This post is also available in: 日本語 (Japanese)
Every now and then, a new domain name system (DNS) vulnerability that puts billions of devices around the world at risk is discovered. DNS vulnerabilities are usually critical. Just imagine that you browse to your bank account website, but instead of returning the IP address of your bank website, your DNS resolver gives you the address of an attacker’s website. That website looks exactly the same as the bank’s website. Not only that, but even if you take a look at the URL bar, you won’t see anything wrong because your browser actually thinks this is the website of your bank. This is an example of DNS cache poisoning.
In this article, I will explain what DNS is as well as review the history of DNS cache poisoning vulnerabilities, from past vulnerabilities to more advanced ones that were discovered in recent years.
The vulnerabilities I chose to cover are the bread and butter of almost all DNS cache poisoning attacks that took place in the last 20 years.
The domain name system is a hierarchical and decentralized naming system for computers, services or other resources connected to the internet (or a private network). It associates various information with domain names assigned to each of the participating entities.

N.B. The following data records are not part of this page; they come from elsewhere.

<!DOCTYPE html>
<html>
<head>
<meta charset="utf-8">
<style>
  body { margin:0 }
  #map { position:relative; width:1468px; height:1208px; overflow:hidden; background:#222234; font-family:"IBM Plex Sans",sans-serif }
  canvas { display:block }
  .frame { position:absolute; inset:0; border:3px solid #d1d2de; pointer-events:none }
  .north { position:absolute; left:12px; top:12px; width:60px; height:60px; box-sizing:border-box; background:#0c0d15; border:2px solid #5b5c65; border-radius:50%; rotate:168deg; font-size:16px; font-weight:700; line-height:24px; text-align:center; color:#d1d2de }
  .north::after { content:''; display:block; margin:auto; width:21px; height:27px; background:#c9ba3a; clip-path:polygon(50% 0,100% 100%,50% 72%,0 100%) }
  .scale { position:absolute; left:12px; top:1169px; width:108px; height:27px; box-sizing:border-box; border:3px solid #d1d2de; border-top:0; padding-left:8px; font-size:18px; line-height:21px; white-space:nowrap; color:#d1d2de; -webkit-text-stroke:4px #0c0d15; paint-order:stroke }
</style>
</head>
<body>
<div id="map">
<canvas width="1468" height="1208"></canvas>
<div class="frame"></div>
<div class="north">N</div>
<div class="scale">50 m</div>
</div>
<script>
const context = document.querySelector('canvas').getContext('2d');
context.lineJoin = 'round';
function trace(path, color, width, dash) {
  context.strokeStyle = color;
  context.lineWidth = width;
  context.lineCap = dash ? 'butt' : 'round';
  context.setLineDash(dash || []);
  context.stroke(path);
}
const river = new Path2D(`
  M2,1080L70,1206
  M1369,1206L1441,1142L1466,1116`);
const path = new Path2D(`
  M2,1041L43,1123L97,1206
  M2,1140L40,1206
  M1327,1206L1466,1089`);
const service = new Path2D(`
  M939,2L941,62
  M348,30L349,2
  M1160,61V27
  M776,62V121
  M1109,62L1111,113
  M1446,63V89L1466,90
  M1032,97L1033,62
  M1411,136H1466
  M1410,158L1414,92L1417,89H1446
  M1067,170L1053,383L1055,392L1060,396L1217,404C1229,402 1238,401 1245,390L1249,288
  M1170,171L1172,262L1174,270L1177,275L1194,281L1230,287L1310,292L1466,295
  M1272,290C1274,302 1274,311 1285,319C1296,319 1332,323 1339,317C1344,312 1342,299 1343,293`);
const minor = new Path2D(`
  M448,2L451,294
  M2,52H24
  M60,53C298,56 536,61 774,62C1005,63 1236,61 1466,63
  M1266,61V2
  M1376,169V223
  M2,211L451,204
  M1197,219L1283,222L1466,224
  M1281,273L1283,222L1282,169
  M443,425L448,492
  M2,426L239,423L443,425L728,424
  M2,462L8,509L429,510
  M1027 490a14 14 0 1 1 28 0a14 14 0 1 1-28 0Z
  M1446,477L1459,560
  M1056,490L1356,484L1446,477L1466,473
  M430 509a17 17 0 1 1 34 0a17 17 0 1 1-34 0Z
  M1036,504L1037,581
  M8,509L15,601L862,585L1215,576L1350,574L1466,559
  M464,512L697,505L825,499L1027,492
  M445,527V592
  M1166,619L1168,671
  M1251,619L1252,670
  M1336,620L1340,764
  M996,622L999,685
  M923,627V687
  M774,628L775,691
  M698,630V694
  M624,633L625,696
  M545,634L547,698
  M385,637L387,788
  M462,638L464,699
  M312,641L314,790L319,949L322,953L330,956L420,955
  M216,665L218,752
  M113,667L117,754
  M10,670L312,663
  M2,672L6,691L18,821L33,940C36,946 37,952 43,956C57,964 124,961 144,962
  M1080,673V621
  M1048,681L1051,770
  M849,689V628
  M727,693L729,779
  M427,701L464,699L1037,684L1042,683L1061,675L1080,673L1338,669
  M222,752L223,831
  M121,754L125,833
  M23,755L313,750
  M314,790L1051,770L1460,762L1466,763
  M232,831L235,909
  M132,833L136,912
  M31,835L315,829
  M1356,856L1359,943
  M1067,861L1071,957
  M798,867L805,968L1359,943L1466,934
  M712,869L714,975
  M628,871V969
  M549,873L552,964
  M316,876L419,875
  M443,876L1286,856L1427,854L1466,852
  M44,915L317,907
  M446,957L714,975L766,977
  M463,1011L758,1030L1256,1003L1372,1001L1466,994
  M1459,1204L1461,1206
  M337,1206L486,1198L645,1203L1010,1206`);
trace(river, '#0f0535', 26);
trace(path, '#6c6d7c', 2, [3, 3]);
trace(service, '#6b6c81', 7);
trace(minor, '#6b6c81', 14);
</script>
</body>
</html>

In simple terms, DNS is a protocol that is mostly used to convert a name into an IP address. When one browses http://www.example.com, the www.example.com domain name is being translated to the actual IP address, for example, 184.108.40.206.
DNS servers, usually referred to as name servers, are devices or programs that provide DNS resolution. DNS clients, which are built into most desktop and mobile operating systems, interact with DNS servers in order to translate names to IP addresses.

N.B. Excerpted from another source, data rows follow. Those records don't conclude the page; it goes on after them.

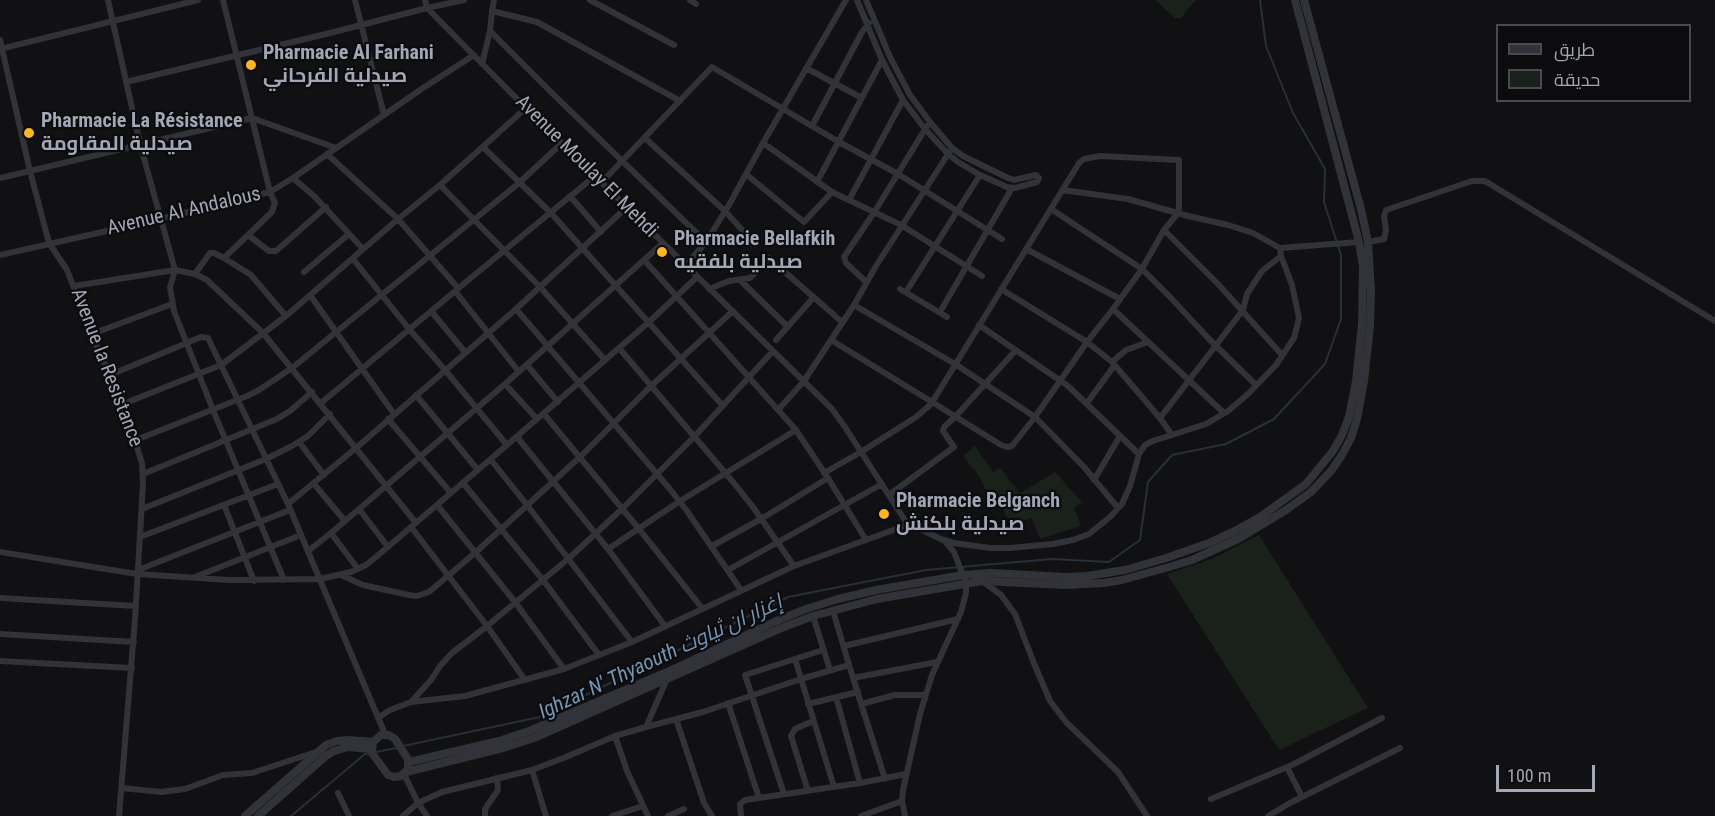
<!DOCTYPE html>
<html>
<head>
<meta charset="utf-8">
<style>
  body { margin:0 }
  #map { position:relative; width:1715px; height:816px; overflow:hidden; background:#111113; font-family:"Roboto Condensed",Cairo,sans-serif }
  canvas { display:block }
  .legend { position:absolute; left:1496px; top:24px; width:195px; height:78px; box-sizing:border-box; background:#0c0c0e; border:2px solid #484a51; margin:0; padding:8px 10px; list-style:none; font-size:18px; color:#a1a7b5 }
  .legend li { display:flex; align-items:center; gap:12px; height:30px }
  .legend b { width:30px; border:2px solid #484a51 }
  .scale { position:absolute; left:1496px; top:765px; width:99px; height:27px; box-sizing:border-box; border:3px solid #a1a7b5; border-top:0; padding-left:8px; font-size:18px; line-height:21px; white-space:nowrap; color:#a1a7b5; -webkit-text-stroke:4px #0c0c0e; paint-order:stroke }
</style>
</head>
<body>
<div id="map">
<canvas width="1715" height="816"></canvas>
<ul class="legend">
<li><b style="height:8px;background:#323338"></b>طريق</li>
<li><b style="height:16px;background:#19211a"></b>حديقة</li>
</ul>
<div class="scale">100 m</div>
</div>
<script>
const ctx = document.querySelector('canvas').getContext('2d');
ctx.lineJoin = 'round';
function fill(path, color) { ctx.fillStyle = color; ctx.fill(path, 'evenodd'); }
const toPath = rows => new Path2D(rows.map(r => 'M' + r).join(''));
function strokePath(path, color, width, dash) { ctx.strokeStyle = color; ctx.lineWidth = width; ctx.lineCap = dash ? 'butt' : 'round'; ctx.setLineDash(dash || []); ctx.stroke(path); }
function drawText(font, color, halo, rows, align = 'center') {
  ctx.font = font + ' "Roboto Condensed",Cairo,sans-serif'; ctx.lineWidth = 4.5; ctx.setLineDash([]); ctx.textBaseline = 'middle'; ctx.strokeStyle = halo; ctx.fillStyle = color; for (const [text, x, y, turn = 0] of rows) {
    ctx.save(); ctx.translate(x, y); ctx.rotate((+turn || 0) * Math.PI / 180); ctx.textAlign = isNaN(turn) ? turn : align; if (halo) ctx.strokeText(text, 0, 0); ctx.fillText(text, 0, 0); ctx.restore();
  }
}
fill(toPath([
  [1155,0,1196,0,1181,18,1175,18],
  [975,446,993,472,1000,468,1020,493,1055,472,1082,502,1074,508,1081,526,1040,539,1032,518,1011,525,997,497,991,499,978,475,963,456],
  [1259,535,1368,708,1279,750,1167,574,1214,558]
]), '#19211a');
strokePath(toPath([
  [403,746,540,717,788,597,926,570,1052,559,1109,562,1140,540,1148,482,1172,455,1226,444,1274,419,1325,364,1341,319,1341,255,1324,202,1325,169,1293,113,1266,46,1260,0],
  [291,816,365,754,397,748]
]), '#263038', 2);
strokePath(toPath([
  [108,0,140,144,175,270,170,287,174,311,213,410,284,580],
  [223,0,270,192,275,203,272,212,224,258,251,275,286,316],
  [355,0,384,115],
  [425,0,427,8,526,108,832,409,845,427,908,525],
  [494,0,492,11,537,22,680,101],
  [590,0,674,45],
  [690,0,696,4],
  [857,0,882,60,903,100,925,129,948,154,958,162,980,175,1007,187,1015,188,1037,182,1039,178,1036,175,1014,180,1008,178,963,156,952,148,930,122,910,95,890,57,866,0],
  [492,11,490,31,554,95,706,242],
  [0,40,30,171,49,243,67,270,97,347,123,404,142,463,143,484,135,619,119,816],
  [0,49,198,0],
  [482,64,490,31],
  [806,68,862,98],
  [126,82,330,33,427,8,464,0],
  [812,126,862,32,869,23],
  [645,138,725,211,752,241],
  [763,143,832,192,901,225,982,276],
  [483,147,551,213,723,406],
  [327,154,398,219,458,288],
  [747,175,804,222,832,192],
  [0,178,252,118,336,148],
  [293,178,315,197,363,249],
  [817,182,882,60],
  [601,183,712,67,839,142,898,174,1002,239],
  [440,185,540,287,605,360],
  [570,196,601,232],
  [849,200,903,100],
  [1051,209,1142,269,1171,298,1209,339,1256,385],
  [1164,230,1218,284,1282,355],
  [248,235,269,251,276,251,326,207],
  [1368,242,1384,239,1386,230,1384,216,1386,210,1472,181,1485,181,1715,321],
  [1280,248,1359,242],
  [1026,249,1120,299],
  [0,255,160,219,270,192,293,178,420,90,474,55],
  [353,259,409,329,445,370,507,445],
  [645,261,796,430,828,478,866,540],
  [685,266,706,242,729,205,763,143,846,0],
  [304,272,349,234],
  [195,274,210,253,214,253,224,258],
  [741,281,788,327],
  [866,282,846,263,844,257,875,211,927,126],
  [74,286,175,270,195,274,207,280,263,333,416,523],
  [709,289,729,281,750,278,769,258,842,322],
  [900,289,947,317],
  [1001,289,1087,342,1112,362,1160,418,1172,435],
  [455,291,519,372],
  [906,292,980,175],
  [310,295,394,414],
  [854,305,955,364,1035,417,1084,467,1118,508],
  [516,309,669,488,687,511,741,590],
  [1113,309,1224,413],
  [431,311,465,352],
  [940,312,1012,188],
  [979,325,1068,386,1139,454],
  [92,334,172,304],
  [776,340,813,298],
  [619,348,733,482,753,507,794,566],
  [1112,362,1126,350,1148,342],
  [527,365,558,402],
  [110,375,201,337,208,338,288,504,385,734],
  [505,384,537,419],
  [416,395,478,470],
  [321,403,472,277,595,176],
  [1087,403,1114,366],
  [123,404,221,365,286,316,398,219,440,185,526,108],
  [778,410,804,381,854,305,876,266,950,151],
  [544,414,639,529,702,608],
  [1160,418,1243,310,1247,294,1262,271,1281,256],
  [388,419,451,493],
  [517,437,608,549,665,626],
  [136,440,247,396,259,390,292,368,519,183,562,143],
  [299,442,324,475],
  [491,460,527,505,632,642],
  [824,473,861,452,916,417,929,406,932,402,936,396,1079,163,1084,159,1100,156,1179,160,1179,212,1164,230,1142,269,1113,309,1087,342,1035,417,1012,446,1007,447,1001,445,932,402,831,340],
  [143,474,277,419,290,411,312,392],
  [1094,480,1120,436],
  [463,483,543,580,599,655],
  [314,484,345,521],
  [889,495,954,447,943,431,944,427,955,417,1016,350],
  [288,504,356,448,516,309,626,208],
  [224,505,254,581],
  [437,505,515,602,564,669],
  [142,509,266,459,292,446,308,436,330,414],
  [359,509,388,547],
  [411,527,487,626,525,680],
  [331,533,358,569],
  [140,537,278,484],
  [945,540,954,543,990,548,1010,548,1053,544,1073,540,1089,534,1110,517,1122,504,1130,486,1139,454,1145,445,1153,441,1206,424,1228,411,1248,394,1276,365,1294,338,1299,318,1292,285,1281,256,1280,248,1253,233,1228,225,1188,216,1128,199,1062,190],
  [712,546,761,519,828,478],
  [608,549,680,501,796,430],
  [308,551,331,533,505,384,663,243],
  [0,552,137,574,229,580,320,579,351,572,366,565,376,557,507,445,649,322,697,277],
  [138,570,290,510],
  [728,570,882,484],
  [341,575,363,585,409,595,417,596,429,592,476,552,580,457,651,386,733,311],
  [195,577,301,535],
  [981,580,1001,595,1015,614,1033,661,1050,701,1066,722,1118,772,1147,816],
  [0,598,136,606],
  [833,611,853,678,937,662],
  [813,616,830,670],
  [0,634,134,642],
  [844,646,958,619],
  [795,659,834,787],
  [0,661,132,668],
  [853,678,885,779],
  [836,697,860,783],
  [411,702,431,680,440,666,452,653,487,626,568,559,622,509,694,437,773,351],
  [728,703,759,798],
  [808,704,858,692],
  [861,704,895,695,925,695],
  [378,718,390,710,411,702,465,696,564,669,632,642,794,566,899,528,908,525,916,527,945,541,954,552,966,583,966,593,961,612,932,675,920,714,903,790,902,801,905,816],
  [676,719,704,803,712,816],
  [646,727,703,712,801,679,849,665],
  [615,736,627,771,648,816],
  [1287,767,1302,797],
  [532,770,546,816],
  [404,774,418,803,427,816],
  [122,788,161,792,185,789,223,775,252,773,316,752],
  [808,791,791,736,795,729,813,721],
  [338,793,349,816],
  [784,794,745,675,823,650],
  [1211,799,1292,765,1382,718],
  [403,816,418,803,442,792,532,770,566,757,615,736,646,727,667,679],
  [485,816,485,809,498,790,497,778],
  [612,816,643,806],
  [668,816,684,809],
  [741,816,740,804,745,800,860,783,906,774],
  [861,816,902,801],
  [1268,816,1290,803,1400,748]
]), '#323338', 6);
strokePath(toPath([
  [381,735,389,735,395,739,408,759,408,769,401,776,394,777,388,775,372,753,373,742,381,735],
  [409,762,499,741,529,731,665,673,774,622,806,609,838,599,876,590,963,575,990,573,1067,577,1087,576,1125,570,1166,558,1209,543,1235,531,1260,517,1306,484,1333,451,1342,435,1349,417,1356,381,1362,324,1363,266,1359,242,1295,0],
  [406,772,503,748,534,738,779,629,813,616,877,599,982,581,1066,585,1104,583,1122,580,1169,567,1192,560,1238,539,1286,510,1311,492,1331,471,1342,455,1351,438,1357,419,1364,381,1370,326,1371,291,1368,242,1361,209,1304,0],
  [245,816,326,745,337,741,348,740,373,742],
  [258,816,327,755,334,751,348,747,371,749]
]), '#323338', 8);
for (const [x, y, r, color] of [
  [251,65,6,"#ffb61d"],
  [29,133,6,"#ffb61d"],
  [662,252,6,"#ffb61d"],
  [884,514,6,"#ffb61d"]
]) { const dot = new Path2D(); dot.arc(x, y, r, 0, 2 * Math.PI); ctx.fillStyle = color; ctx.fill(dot); strokePath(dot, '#0c0c0e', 2); }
drawText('bold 20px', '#a1a7b5', '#0c0c0e', [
  ["Pharmacie Al Farhani",263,54],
  ["صيدلية الفرحاني",263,77],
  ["Pharmacie La Résistance",41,122],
  ["صيدلية المقاومة",41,145],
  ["Pharmacie Bellafkih",674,240],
  ["صيدلية بلفقيه",674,263],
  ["Pharmacie Belganch",896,502],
  ["صيدلية بلكنش",896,525]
], 'left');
drawText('20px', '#a1a7b5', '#0c0c0e', [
  ["Avenue Moulay El Mehdi",586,167,45],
  ["Avenue Al Andalous",184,212,-13],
  ["Avenue la Resistance",106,368,69]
]);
drawText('italic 21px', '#7495b4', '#0c0c0e', [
  ["Ighzar N' Thyaouth إغزار ان ثياوث",661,658,-25]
]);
</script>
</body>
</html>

It is important to remember that eventually there are only two types of servers: an authoritative name server and a recursive name server. The authoritative name server is the name server that is in charge of the domain – the last in the chain. Everything that isn’t an authoritative name server is a recursive one. For example, routers’ DNS servers, ISPs’ DNS servers and Kubernetes clusters’ DNS servers are all recursive name servers. All those recursive servers behave the same way. Eventually, after some recursions, they contact the authoritative name server of the desired domain (there are servers that perform functions of both authoritative and recursive name servers, which we will not discuss in this blog).
A DNS resolver is the lowest node in the DNS hierarchy – the one in your Kubernetes cluster, for example. The basic idea of how DNS works is that when a DNS resolver is being asked about a domain it doesn’t know, it starts by asking the DNS root server. Root servers are the highest nodes in the hierarchy and their addresses are hardcoded in the resolver. The root server answers with a list of addresses for the relevant top-level domain' (TLD) DNS servers, which are in charge of the relevant DNS zone (.com, .net, .etc). The TLD server answers with the address of the next, hierarchically lower server, and so on, until an authoritative server is reached.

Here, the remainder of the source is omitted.